§ Exercise objective: Print the records below word for word, beginning with the first line and ending once the line containing "height:6px; margin-top:-3px; transform-origin:0;" is printed.

§ Dataset entries:
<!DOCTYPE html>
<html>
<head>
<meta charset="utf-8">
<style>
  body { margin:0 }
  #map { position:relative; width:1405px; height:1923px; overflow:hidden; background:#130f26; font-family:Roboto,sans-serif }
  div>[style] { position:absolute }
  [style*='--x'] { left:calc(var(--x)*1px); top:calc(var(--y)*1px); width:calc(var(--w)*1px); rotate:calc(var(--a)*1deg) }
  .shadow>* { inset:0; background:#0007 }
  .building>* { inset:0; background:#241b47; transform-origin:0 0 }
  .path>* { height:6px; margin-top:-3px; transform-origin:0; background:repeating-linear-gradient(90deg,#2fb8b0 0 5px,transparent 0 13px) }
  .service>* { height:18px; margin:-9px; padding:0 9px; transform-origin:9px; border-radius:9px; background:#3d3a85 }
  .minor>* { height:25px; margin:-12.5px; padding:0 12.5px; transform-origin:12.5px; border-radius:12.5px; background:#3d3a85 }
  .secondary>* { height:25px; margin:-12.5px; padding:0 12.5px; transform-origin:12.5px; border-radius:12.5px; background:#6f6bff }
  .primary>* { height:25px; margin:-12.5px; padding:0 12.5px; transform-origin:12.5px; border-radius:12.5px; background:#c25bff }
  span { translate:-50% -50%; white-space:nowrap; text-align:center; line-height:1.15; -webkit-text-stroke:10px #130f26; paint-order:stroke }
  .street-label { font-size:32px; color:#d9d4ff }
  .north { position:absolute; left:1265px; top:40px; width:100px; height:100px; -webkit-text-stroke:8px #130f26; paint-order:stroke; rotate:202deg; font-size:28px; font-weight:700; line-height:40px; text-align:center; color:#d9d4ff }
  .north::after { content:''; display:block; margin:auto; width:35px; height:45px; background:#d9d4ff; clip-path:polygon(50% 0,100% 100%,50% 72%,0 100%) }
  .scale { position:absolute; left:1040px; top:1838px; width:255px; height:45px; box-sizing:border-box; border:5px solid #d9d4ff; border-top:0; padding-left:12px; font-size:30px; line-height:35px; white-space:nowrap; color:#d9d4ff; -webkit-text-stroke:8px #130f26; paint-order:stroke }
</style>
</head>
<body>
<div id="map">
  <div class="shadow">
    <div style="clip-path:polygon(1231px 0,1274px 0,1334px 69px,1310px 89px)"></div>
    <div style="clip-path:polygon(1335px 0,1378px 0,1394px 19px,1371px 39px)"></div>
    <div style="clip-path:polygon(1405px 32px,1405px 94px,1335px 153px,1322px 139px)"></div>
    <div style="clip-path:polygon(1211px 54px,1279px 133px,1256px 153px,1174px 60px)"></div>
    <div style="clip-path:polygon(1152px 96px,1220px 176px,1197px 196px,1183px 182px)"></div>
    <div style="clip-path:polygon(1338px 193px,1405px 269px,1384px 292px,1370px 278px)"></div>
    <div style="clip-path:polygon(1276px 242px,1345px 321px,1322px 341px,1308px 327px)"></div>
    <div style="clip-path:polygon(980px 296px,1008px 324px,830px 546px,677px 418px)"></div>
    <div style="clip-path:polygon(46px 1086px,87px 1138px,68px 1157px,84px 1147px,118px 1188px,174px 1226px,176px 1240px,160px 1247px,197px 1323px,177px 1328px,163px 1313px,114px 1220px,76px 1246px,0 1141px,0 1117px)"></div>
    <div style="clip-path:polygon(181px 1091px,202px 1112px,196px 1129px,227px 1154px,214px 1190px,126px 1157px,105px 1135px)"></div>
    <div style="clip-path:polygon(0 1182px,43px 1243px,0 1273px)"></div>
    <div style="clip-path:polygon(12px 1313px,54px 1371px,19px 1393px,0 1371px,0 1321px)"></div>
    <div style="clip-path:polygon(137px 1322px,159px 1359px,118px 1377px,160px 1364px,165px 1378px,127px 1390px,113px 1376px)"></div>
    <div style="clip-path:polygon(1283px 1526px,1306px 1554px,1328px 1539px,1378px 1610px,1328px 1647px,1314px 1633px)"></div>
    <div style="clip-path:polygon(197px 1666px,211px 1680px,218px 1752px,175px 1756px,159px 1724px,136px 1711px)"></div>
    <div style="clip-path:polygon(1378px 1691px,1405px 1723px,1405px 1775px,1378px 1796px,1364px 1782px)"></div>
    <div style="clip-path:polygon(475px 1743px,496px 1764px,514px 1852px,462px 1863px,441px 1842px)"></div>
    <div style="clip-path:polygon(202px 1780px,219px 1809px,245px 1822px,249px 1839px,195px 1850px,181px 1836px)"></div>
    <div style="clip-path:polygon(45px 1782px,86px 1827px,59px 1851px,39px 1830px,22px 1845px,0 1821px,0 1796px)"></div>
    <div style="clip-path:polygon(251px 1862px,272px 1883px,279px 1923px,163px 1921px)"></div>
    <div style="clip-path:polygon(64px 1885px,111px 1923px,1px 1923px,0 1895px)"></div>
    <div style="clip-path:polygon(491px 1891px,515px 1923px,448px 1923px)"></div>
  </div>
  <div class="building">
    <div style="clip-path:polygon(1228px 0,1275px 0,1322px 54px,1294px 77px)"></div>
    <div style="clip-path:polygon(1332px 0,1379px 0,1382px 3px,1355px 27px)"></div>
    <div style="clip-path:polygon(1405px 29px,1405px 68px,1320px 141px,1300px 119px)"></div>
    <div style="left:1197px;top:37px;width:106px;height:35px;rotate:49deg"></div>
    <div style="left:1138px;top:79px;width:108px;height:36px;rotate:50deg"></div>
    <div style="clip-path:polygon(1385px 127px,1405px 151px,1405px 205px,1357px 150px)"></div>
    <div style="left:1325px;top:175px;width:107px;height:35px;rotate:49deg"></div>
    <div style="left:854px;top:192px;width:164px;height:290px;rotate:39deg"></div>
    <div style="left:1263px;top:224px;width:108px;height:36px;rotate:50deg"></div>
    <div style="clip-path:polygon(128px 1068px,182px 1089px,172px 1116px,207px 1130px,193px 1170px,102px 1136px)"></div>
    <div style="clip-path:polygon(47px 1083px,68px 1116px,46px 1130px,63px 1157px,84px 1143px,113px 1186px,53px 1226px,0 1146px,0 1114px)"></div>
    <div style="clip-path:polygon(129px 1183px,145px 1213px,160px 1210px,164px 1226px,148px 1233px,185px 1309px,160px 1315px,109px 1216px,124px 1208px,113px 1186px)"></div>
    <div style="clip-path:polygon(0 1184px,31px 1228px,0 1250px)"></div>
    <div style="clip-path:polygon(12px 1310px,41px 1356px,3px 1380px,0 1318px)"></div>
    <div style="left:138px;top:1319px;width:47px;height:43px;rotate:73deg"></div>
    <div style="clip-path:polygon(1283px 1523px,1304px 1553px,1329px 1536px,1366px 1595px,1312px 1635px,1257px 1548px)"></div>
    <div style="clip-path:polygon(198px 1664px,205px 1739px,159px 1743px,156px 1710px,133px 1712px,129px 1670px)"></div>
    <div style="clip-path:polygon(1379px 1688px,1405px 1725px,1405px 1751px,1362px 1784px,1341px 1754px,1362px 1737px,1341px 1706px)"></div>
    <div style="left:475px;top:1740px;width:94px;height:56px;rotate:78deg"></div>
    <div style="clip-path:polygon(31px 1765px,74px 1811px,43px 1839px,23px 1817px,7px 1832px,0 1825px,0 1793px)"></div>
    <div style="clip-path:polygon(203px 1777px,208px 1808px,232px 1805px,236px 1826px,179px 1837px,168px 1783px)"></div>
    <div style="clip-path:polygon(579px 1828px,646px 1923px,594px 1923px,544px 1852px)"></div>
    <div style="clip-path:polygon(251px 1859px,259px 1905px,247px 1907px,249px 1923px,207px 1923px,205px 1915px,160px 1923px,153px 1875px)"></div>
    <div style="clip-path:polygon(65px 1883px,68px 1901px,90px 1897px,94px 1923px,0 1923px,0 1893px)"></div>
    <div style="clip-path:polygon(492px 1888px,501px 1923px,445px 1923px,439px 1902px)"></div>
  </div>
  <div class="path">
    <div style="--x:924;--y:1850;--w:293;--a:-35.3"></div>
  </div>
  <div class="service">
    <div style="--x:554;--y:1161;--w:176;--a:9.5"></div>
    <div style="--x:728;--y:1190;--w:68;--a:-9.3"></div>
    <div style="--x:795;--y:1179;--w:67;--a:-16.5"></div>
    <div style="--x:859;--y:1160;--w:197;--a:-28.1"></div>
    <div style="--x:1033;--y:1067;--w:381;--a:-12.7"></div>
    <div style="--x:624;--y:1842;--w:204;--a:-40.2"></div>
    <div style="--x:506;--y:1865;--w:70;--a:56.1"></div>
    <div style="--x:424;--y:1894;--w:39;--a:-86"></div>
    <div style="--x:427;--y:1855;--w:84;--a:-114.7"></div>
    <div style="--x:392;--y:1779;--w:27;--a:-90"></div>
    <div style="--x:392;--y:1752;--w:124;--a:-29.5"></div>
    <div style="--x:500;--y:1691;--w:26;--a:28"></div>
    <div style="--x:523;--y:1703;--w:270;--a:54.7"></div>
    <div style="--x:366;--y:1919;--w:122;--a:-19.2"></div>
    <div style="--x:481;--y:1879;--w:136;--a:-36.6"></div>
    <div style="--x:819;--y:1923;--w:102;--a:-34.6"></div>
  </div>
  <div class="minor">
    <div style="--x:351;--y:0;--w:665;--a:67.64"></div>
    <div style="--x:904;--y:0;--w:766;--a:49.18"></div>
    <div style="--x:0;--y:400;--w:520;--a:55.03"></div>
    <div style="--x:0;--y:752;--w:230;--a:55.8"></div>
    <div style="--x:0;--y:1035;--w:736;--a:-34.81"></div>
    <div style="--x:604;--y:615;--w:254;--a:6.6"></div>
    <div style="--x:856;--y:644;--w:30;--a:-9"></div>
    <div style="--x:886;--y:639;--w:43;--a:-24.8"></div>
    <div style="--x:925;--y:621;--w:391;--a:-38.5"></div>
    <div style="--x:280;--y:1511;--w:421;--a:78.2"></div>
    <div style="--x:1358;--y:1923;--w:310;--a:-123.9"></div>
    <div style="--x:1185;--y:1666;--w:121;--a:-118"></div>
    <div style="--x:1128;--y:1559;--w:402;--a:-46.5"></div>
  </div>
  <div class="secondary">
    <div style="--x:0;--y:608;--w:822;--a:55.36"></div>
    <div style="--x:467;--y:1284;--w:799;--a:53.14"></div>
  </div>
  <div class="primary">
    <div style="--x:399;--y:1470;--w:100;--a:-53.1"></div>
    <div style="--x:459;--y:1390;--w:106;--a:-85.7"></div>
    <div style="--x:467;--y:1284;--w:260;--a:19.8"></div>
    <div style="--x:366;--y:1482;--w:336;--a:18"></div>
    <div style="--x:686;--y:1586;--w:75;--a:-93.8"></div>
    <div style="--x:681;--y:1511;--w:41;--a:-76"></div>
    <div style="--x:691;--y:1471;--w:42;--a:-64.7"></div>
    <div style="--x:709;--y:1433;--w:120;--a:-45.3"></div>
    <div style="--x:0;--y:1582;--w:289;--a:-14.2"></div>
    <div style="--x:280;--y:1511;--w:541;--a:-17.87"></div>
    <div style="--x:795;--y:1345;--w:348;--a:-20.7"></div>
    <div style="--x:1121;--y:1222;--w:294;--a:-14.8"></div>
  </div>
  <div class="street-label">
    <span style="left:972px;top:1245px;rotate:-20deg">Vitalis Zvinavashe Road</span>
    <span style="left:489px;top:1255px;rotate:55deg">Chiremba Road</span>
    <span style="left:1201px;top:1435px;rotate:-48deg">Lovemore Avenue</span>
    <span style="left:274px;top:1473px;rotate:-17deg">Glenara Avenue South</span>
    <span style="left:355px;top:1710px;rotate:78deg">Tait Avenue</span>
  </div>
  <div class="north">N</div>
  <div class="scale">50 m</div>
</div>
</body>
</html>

§ Answer to the problem:
<!DOCTYPE html>
<html>
<head>
<meta charset="utf-8">
<style>
  body { margin:0 }
  #map { position:relative; width:1405px; height:1923px; overflow:hidden; background:#130f26; font-family:Roboto,sans-serif }
  div>[style] { position:absolute }
  [style*='--x'] { left:calc(var(--x)*1px); top:calc(var(--y)*1px); width:calc(var(--w)*1px); rotate:calc(var(--a)*1deg) }
  .shadow>* { inset:0; background:#0007 }
  .building>* { inset:0; background:#241b47; transform-origin:0 0 }
  .path>* { height:6px; margin-top:-3px; transform-origin:0; background:repeating-linear-gradient(90deg,#2fb8b0 0 5px,transparent 0 13px) }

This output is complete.